▸ **SUPPLIED MATERIAL**:
--

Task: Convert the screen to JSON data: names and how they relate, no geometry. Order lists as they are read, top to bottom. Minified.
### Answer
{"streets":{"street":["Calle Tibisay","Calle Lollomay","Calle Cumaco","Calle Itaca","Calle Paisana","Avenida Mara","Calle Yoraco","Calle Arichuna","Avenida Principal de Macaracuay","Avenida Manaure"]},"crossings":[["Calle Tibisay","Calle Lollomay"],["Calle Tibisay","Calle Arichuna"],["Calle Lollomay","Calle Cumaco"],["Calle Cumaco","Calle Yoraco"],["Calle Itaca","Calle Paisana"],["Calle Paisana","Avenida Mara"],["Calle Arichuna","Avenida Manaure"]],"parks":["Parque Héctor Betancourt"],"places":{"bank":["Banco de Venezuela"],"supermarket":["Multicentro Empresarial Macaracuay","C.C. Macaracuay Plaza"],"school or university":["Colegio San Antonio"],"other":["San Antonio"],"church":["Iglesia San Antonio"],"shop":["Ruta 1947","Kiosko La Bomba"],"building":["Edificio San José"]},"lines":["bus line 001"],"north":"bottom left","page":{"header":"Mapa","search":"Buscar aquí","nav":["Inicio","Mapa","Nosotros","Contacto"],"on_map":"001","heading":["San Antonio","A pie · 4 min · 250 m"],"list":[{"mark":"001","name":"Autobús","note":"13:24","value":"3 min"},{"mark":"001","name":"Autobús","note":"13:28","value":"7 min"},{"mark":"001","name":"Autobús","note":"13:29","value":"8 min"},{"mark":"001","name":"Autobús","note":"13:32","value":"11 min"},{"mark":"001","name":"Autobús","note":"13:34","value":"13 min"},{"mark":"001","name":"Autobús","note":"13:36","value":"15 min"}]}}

--

▸ **EXERCISE INSTRUCTIONS**: Hand back the whole listing, exactly as it is.

▸ **OUTPUT**:
Task: Convert the screen to JSON data: names and how they relate, no geometry. Order lists as they are read, top to bottom. Minified.
### Answer
{"streets":{"street":["Calle Tibisay","Calle Lollomay","Calle Cumaco","Calle Itaca","Calle Paisana","Avenida Mara","Calle Yoraco","Calle Arichuna","Avenida Principal de Macaracuay","Avenida Manaure"]},"crossings":[["Calle Tibisay","Calle Lollomay"],["Calle Tibisay","Calle Arichuna"],["Calle Lollomay","Calle Cumaco"],["Calle Cumaco","Calle Yoraco"],["Calle Itaca","Calle Paisana"],["Calle Paisana","Avenida Mara"],["Calle Arichuna","Avenida Manaure"]],"parks":["Parque Héctor Betancourt"],"places":{"bank":["Banco de Venezuela"],"supermarket":["Multicentro Empresarial Macaracuay","C.C. Macaracuay Plaza"],"school or university":["Colegio San Antonio"],"other":["San Antonio"],"church":["Iglesia San Antonio"],"shop":["Ruta 1947","Kiosko La Bomba"],"building":["Edificio San José"]},"lines":["bus line 001"],"north":"bottom left","page":{"header":"Mapa","search":"Buscar aquí","nav":["Inicio","Mapa","Nosotros","Contacto"],"on_map":"001","heading":["San Antonio","A pie · 4 min · 250 m"],"list":[{"mark":"001","name":"Autobús","note":"13:24","value":"3 min"},{"mark":"001","name":"Autobús","note":"13:28","value":"7 min"},{"mark":"001","name":"Autobús","note":"13:29","value":"8 min"},{"mark":"001","name":"Autobús","note":"13:32","value":"11 min"},{"mark":"001","name":"Autobús","note":"13:34","value":"13 min"},{"mark":"001","name":"Autobús","note":"13:36","value":"15 min"}]}}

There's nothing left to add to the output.